### TASK ITEM
Please copy every line of the data in which the string "turn" appears.

### RECORDS
::::
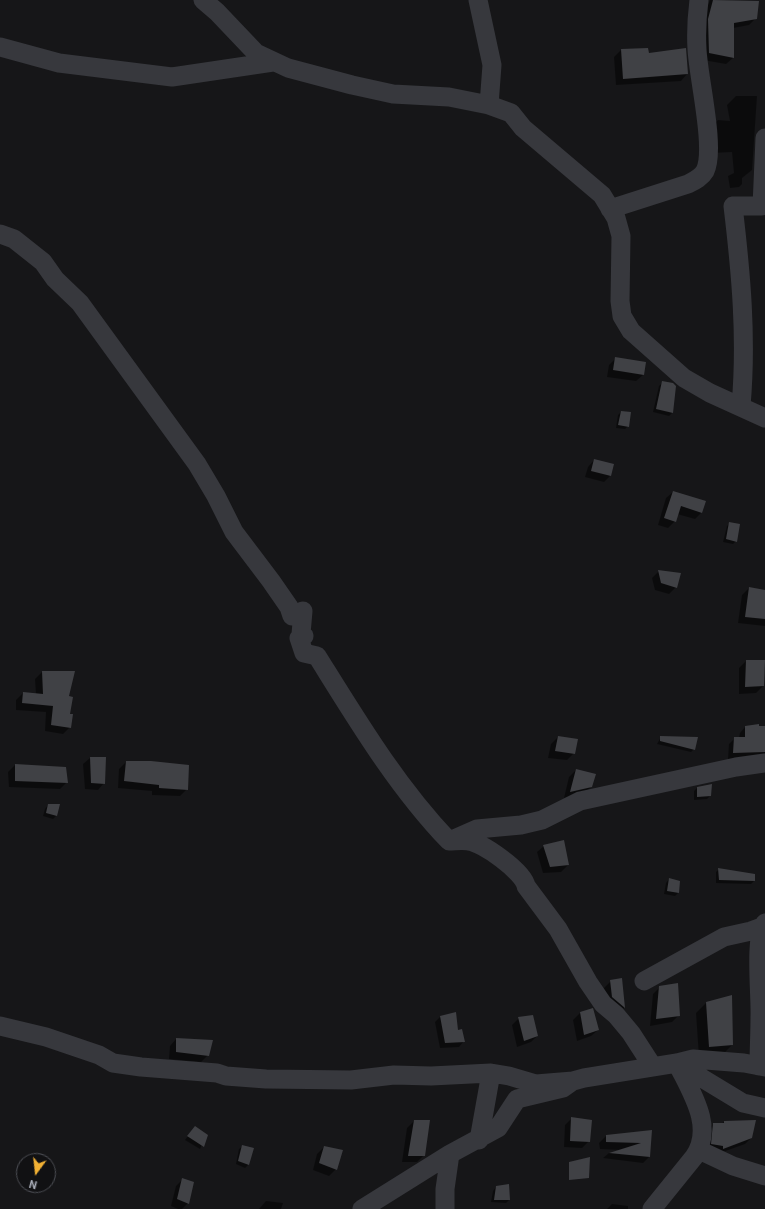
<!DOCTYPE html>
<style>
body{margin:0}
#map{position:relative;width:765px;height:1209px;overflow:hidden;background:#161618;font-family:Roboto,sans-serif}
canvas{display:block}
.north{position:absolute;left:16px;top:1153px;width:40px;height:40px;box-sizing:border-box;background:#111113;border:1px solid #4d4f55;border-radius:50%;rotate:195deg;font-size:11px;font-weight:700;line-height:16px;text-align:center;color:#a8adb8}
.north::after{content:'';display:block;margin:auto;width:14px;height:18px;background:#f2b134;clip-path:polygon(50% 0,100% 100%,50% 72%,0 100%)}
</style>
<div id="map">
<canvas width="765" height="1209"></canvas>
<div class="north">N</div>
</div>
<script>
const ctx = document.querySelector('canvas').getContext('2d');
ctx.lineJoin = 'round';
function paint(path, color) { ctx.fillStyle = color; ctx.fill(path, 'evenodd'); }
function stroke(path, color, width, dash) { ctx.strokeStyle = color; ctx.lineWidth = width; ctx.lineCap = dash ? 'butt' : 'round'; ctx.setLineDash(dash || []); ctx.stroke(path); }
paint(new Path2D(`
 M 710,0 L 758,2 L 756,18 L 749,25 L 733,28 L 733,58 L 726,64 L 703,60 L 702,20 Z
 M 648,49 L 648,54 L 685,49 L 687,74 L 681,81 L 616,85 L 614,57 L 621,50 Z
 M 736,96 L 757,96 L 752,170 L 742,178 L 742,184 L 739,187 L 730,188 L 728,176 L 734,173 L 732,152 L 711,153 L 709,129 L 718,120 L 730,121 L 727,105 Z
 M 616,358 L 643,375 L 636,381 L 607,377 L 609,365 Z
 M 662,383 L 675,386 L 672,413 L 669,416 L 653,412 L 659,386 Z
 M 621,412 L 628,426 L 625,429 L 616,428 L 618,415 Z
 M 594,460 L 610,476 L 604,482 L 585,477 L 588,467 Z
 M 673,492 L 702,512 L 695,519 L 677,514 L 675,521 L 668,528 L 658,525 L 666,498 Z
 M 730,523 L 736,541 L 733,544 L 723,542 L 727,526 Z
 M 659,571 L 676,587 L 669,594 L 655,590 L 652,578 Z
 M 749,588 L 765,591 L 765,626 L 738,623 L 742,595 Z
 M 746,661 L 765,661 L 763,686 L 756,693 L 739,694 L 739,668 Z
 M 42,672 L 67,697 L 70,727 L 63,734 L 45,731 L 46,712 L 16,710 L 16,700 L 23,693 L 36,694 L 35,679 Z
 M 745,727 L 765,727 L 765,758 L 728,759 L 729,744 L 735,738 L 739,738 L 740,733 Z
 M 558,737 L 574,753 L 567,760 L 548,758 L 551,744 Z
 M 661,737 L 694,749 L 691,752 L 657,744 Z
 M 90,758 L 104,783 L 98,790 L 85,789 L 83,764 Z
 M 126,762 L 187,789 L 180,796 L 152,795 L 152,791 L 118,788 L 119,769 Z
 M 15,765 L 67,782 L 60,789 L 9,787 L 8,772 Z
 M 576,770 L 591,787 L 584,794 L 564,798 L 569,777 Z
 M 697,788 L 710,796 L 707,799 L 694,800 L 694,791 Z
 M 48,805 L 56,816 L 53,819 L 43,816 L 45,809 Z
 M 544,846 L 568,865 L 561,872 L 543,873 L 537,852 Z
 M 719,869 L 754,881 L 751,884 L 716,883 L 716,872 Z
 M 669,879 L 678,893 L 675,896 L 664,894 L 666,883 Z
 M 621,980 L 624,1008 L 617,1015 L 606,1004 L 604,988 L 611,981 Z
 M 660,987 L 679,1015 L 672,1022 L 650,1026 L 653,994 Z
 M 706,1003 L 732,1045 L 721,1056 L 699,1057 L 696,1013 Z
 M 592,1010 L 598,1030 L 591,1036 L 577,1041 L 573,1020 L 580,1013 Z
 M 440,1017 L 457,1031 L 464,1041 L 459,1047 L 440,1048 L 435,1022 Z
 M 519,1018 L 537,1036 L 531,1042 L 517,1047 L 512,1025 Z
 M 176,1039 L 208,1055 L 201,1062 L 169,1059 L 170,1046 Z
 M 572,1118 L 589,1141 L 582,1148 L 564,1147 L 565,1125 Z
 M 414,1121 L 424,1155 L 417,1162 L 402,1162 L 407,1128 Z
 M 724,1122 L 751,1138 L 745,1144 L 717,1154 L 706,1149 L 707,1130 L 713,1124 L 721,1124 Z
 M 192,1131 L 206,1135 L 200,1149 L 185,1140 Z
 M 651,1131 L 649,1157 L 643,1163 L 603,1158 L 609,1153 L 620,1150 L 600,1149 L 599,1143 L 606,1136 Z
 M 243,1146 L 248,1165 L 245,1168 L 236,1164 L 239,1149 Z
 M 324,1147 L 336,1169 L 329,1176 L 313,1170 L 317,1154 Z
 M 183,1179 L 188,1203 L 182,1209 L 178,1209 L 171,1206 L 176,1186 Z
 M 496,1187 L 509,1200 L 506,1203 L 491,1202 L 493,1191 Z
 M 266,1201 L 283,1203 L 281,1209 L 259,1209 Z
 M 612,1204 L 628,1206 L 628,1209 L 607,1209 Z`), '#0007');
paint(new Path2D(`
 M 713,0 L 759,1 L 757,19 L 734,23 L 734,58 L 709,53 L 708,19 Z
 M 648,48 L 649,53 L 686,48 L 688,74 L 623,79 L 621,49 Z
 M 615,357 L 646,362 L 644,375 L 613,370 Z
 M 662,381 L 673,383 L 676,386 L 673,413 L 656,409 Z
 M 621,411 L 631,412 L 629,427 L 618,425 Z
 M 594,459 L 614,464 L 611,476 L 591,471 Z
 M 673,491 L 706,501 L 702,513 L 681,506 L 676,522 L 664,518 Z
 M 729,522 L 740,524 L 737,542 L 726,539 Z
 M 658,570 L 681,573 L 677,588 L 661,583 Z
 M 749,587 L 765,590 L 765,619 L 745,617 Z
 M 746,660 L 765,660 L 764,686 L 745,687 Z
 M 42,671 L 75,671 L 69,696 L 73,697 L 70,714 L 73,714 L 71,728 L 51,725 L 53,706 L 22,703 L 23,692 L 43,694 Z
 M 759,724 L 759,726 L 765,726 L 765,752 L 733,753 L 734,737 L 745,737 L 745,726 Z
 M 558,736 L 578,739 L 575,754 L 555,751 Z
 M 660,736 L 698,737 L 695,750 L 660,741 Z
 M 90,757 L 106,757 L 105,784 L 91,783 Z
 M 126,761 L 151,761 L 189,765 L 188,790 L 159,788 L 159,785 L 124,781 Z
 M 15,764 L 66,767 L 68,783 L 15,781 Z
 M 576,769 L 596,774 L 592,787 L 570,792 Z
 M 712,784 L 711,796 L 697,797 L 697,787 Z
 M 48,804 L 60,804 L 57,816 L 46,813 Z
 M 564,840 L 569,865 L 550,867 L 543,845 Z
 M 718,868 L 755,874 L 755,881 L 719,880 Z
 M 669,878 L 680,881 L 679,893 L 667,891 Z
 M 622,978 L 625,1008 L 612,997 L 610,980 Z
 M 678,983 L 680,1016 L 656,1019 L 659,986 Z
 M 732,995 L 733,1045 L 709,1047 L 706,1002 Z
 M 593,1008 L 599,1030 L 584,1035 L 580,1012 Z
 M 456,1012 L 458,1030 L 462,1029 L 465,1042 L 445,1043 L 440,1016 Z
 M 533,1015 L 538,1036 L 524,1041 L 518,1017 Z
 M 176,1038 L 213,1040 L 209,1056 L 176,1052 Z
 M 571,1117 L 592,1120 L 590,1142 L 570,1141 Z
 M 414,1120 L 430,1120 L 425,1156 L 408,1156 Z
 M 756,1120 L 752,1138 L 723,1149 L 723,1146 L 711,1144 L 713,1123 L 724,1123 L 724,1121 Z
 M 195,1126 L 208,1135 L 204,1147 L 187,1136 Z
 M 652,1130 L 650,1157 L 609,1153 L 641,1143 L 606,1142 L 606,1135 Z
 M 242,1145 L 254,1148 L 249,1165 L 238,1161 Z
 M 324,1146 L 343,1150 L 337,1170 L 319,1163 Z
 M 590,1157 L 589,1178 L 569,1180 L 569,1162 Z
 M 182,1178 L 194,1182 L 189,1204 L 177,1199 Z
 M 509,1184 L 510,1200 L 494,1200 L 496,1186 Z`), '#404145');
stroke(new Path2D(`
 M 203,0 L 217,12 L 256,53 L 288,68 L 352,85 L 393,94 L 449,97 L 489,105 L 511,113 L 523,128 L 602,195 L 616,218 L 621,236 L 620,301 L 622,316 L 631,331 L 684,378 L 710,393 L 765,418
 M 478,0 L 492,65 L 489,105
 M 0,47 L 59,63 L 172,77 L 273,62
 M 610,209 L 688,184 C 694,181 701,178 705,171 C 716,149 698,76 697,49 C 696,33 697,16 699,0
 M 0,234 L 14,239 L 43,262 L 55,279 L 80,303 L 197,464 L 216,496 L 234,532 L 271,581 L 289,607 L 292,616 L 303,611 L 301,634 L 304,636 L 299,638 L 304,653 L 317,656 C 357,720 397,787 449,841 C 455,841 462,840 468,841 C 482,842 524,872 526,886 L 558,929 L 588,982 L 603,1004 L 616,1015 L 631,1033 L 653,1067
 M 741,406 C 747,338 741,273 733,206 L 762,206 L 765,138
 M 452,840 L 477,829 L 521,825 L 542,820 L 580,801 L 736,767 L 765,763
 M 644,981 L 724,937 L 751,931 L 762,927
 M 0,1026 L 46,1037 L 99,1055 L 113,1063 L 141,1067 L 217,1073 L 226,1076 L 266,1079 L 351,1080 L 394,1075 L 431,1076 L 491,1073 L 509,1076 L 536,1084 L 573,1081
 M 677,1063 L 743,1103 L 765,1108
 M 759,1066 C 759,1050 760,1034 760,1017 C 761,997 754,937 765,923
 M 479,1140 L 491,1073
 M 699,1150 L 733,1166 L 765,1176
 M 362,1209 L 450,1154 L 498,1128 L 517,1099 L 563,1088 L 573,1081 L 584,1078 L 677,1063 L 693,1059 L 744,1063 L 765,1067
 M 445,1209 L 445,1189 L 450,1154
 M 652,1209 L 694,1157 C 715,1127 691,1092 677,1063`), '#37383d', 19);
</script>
::::
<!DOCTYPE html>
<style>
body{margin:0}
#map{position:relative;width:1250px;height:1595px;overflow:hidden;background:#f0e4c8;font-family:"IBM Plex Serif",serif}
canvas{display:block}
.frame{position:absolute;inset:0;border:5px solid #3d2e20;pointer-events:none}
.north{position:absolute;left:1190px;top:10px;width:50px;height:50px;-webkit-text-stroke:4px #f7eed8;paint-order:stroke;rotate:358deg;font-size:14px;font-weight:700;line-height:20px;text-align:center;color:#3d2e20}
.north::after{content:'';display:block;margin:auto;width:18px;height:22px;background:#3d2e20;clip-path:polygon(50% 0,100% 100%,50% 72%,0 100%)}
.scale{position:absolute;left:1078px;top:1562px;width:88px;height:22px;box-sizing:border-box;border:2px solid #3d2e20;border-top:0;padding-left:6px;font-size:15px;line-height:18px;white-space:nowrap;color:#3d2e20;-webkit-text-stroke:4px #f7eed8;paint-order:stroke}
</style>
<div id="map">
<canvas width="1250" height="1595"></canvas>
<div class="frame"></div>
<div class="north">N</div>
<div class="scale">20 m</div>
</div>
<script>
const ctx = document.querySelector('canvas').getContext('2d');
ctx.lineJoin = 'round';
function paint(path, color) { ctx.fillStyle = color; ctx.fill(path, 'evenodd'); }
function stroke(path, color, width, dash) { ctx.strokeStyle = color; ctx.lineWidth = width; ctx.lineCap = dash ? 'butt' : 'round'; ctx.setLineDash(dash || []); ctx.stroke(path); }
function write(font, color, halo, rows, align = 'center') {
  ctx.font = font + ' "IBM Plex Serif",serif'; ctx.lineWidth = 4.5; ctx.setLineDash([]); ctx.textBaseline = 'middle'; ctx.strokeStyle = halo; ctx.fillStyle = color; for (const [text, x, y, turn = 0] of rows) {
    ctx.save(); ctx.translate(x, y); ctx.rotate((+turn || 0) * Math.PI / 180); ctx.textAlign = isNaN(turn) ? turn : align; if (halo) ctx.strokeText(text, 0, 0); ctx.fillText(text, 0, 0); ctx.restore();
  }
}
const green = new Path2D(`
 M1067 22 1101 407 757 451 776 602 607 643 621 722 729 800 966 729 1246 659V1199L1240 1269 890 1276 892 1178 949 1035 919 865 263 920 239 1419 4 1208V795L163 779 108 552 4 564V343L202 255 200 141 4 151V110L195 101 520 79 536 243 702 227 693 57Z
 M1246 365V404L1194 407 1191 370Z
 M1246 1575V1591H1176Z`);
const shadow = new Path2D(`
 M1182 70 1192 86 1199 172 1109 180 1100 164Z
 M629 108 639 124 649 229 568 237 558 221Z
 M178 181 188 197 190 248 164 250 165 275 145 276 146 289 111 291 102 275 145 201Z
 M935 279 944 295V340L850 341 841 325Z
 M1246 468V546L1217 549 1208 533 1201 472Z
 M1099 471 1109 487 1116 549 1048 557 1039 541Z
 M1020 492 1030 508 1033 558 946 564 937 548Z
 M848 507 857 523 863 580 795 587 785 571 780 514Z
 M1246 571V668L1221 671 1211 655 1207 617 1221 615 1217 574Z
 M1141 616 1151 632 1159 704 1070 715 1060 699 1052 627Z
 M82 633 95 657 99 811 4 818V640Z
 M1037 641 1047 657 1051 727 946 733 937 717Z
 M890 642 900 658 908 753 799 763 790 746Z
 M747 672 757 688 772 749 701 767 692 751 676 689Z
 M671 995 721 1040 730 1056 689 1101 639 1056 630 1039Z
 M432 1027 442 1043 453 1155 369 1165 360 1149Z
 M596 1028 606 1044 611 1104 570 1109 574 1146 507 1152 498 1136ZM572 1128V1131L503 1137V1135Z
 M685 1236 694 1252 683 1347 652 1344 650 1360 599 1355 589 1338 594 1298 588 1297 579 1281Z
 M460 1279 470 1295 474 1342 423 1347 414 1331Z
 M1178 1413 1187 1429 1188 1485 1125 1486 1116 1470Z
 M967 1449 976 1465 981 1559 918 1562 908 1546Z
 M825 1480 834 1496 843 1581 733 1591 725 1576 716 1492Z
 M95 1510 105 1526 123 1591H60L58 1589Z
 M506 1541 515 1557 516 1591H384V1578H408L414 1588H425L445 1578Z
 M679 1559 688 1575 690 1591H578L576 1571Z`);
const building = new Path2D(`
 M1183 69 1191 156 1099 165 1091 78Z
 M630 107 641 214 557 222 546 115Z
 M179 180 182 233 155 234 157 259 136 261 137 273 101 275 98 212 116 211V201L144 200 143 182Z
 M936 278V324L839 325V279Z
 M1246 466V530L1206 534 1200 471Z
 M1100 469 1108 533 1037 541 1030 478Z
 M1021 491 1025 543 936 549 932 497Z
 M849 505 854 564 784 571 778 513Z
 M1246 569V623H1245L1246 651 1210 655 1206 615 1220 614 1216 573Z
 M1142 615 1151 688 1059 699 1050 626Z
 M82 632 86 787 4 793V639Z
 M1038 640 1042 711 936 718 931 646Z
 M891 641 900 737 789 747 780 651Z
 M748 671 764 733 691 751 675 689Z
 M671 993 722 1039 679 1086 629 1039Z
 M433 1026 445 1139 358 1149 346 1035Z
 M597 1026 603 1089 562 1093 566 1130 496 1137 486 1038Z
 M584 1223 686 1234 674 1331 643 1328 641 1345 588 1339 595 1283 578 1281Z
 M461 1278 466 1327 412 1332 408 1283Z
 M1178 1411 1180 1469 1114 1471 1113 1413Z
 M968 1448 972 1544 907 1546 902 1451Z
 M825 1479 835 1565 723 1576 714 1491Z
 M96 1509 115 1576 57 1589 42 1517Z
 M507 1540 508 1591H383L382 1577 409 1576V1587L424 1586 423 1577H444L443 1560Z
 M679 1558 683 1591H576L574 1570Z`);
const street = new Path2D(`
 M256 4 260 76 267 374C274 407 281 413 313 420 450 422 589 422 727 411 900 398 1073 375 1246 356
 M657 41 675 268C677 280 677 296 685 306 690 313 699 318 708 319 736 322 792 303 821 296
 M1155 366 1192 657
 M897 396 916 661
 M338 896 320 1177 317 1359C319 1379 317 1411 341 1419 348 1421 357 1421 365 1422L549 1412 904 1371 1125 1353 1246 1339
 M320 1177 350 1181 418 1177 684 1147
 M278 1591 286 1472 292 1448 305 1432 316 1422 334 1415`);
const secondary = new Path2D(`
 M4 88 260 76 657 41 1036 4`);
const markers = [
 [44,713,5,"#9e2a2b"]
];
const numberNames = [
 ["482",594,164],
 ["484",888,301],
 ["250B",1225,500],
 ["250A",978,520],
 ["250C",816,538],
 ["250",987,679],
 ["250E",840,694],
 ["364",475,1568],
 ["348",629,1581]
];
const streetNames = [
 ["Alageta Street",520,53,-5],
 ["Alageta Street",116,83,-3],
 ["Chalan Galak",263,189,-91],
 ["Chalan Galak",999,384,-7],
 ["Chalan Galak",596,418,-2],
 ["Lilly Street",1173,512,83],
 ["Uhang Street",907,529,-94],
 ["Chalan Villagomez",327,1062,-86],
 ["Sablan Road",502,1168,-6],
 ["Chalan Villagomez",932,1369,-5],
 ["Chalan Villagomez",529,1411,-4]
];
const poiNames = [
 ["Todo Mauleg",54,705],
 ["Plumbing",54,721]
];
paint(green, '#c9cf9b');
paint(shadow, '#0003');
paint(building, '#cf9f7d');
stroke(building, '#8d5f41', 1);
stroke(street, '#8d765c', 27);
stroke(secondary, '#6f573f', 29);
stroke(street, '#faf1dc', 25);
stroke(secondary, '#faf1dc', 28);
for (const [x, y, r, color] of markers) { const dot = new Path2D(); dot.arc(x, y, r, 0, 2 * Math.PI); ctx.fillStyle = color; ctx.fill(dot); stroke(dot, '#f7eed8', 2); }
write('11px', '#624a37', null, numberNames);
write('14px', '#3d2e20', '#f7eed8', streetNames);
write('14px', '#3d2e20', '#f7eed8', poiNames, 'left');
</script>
::::
### SOLUTION TO THIS EXERCISE
  ctx.font = font + ' "IBM Plex Serif",serif'; ctx.lineWidth = 4.5; ctx.setLineDash([]); ctx.textBaseline = 'middle'; ctx.strokeStyle = halo; ctx.fillStyle = color; for (const [text, x, y, turn = 0] of rows) {
    ctx.save(); ctx.translate(x, y); ctx.rotate((+turn || 0) * Math.PI / 180); ctx.textAlign = isNaN(turn) ? turn : align; if (halo) ctx.strokeText(text, 0, 0); ctx.fillText(text, 0, 0); ctx.restore();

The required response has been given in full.